EXERCISE OBJECTIVE: Would you copy the material below word for word, beginning with its first line and ending with the line that contains "Annotate this page: name"?

DATA EXTRACT:
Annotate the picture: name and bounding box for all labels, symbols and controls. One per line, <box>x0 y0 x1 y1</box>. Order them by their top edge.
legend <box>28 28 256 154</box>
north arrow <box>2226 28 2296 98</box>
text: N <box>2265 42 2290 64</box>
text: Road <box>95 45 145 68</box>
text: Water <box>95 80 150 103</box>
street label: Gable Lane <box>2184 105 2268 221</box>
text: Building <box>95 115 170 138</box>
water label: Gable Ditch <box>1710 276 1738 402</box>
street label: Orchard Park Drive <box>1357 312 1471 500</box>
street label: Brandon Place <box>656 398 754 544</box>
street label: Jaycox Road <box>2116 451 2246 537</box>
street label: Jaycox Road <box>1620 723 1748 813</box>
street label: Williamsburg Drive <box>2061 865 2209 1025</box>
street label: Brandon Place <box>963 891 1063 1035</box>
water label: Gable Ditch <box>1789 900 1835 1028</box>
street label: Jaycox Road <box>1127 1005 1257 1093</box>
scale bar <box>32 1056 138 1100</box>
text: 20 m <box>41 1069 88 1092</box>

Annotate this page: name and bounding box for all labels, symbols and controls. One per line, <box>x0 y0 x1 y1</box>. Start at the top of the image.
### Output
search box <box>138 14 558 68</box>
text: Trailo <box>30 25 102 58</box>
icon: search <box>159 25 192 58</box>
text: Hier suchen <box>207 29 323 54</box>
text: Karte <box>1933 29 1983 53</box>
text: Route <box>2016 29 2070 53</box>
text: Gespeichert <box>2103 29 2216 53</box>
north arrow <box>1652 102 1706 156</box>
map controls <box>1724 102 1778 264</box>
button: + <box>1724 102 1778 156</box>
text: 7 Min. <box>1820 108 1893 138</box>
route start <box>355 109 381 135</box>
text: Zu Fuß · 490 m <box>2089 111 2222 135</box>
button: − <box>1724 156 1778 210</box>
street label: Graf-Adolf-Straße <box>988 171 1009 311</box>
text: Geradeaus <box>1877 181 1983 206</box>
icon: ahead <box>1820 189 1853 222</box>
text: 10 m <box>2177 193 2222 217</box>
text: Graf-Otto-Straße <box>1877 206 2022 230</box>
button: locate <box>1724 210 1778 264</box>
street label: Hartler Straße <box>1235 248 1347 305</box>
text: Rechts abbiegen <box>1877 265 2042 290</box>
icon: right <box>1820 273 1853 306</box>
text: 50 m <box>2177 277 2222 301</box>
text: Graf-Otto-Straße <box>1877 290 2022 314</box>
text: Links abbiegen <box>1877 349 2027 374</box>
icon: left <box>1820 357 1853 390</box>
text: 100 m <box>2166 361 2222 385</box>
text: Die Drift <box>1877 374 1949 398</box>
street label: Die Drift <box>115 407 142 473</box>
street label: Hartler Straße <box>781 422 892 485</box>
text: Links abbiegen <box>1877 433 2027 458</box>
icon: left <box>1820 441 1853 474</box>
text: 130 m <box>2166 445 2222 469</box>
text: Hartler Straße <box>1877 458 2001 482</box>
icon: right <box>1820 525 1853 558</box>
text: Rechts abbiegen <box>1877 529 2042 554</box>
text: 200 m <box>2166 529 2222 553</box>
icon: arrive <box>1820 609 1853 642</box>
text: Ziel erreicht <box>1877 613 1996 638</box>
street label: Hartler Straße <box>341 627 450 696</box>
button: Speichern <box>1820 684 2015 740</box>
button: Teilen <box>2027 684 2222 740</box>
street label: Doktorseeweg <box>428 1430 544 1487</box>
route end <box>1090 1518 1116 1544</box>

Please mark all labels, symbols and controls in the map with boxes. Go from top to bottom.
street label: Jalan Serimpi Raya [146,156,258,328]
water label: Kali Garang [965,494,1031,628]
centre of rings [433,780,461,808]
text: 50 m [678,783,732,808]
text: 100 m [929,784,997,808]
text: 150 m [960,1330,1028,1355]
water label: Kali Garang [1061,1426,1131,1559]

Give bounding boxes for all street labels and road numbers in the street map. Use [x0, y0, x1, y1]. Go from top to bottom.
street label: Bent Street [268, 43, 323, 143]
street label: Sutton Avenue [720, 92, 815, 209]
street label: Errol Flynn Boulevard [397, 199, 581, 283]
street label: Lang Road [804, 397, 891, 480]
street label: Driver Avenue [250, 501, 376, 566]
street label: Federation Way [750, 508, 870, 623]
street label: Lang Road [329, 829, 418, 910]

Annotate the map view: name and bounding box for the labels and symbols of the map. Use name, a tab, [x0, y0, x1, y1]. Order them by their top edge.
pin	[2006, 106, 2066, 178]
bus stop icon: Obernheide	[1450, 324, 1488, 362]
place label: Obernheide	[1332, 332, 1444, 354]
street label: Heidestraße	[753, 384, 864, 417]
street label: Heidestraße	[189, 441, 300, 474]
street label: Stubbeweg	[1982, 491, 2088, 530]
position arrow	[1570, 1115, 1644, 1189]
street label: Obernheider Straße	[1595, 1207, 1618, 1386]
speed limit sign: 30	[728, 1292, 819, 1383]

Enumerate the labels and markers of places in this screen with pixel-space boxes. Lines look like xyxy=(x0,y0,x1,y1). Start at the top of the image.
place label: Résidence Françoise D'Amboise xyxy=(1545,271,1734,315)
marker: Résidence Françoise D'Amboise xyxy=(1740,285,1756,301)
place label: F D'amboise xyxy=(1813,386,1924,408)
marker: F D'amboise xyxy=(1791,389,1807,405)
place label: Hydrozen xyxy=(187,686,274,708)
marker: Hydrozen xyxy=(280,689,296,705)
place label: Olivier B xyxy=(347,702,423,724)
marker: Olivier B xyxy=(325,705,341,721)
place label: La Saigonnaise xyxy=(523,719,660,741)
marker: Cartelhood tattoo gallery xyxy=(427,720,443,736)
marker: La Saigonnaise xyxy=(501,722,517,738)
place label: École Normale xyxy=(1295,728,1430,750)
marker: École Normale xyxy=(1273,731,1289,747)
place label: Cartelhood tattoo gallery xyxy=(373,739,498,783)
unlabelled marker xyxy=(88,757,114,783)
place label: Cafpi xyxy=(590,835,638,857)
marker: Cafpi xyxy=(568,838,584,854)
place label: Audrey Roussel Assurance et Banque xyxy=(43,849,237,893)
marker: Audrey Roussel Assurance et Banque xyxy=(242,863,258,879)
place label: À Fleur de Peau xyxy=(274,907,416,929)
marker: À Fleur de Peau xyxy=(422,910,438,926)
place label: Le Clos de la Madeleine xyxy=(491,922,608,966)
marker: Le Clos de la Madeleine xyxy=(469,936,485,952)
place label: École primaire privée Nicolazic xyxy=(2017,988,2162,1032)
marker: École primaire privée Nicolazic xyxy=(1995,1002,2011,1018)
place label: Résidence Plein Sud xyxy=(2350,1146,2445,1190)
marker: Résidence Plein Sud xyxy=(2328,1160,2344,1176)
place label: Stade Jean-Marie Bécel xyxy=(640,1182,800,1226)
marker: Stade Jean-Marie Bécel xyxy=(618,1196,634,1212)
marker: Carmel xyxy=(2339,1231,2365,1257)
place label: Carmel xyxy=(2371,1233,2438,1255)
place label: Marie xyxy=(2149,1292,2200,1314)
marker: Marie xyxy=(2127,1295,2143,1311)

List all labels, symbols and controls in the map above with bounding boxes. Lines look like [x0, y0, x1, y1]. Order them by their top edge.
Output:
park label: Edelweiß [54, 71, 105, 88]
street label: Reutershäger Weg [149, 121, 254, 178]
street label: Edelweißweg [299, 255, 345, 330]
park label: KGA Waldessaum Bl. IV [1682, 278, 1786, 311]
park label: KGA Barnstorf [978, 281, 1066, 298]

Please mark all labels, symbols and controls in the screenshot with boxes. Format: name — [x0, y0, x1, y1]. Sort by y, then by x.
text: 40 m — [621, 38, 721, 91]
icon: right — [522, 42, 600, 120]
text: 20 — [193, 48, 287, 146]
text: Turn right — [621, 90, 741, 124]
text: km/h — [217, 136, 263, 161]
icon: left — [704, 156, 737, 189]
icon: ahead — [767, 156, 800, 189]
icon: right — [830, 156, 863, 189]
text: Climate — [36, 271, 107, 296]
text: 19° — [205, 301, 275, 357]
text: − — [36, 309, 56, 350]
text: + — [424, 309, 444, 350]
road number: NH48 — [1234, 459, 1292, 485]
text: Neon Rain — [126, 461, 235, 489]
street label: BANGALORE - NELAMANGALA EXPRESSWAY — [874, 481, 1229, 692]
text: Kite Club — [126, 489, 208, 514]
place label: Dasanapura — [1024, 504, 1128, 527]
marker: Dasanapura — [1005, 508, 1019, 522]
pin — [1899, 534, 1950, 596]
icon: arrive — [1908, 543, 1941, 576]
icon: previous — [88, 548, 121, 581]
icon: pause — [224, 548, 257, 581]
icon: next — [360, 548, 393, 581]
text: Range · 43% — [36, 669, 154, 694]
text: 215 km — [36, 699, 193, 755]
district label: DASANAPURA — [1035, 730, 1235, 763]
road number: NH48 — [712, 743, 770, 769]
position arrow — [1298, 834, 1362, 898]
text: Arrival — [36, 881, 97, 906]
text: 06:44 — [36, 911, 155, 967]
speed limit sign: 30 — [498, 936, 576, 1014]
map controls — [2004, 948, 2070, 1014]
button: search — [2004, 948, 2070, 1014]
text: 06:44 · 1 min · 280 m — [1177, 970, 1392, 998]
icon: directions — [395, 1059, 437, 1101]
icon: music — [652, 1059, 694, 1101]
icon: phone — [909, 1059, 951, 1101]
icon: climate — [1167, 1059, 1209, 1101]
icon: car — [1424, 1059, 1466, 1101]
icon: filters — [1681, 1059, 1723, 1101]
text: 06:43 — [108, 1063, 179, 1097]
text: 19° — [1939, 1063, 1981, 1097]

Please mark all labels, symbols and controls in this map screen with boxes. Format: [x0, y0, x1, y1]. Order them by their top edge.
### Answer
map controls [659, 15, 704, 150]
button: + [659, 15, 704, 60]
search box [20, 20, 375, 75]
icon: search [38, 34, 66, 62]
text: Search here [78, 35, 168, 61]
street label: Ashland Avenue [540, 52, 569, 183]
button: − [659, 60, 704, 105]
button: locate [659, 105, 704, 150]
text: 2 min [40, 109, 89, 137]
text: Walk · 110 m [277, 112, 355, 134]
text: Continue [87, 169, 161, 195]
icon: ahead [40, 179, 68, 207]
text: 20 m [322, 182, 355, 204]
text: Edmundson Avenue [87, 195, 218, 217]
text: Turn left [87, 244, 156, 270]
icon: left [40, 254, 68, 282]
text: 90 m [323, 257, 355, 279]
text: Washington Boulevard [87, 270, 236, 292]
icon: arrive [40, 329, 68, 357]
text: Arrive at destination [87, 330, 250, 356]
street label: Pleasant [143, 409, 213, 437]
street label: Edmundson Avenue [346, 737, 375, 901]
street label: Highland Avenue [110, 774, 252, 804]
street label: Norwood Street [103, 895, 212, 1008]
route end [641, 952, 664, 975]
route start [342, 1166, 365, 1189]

EXERCISE RESULT:
Annotate the picture: name and bounding box for all labels, symbols and controls. One per line, <box>x0 y0 x1 y1</box>. Order them by their top edge.
legend <box>28 28 256 154</box>
north arrow <box>2226 28 2296 98</box>
text: N <box>2265 42 2290 64</box>
text: Road <box>95 45 145 68</box>
text: Water <box>95 80 150 103</box>
street label: Gable Lane <box>2184 105 2268 221</box>
text: Building <box>95 115 170 138</box>
water label: Gable Ditch <box>1710 276 1738 402</box>
street label: Orchard Park Drive <box>1357 312 1471 500</box>
street label: Brandon Place <box>656 398 754 544</box>
street label: Jaycox Road <box>2116 451 2246 537</box>
street label: Jaycox Road <box>1620 723 1748 813</box>
street label: Williamsburg Drive <box>2061 865 2209 1025</box>
street label: Brandon Place <box>963 891 1063 1035</box>
water label: Gable Ditch <box>1789 900 1835 1028</box>
street label: Jaycox Road <box>1127 1005 1257 1093</box>
scale bar <box>32 1056 138 1100</box>
text: 20 m <box>41 1069 88 1092</box>

Annotate this page: name and bounding box for all labels, symbols and controls. One per line, <box>x0 y0 x1 y1</box>. Start at the top of the image.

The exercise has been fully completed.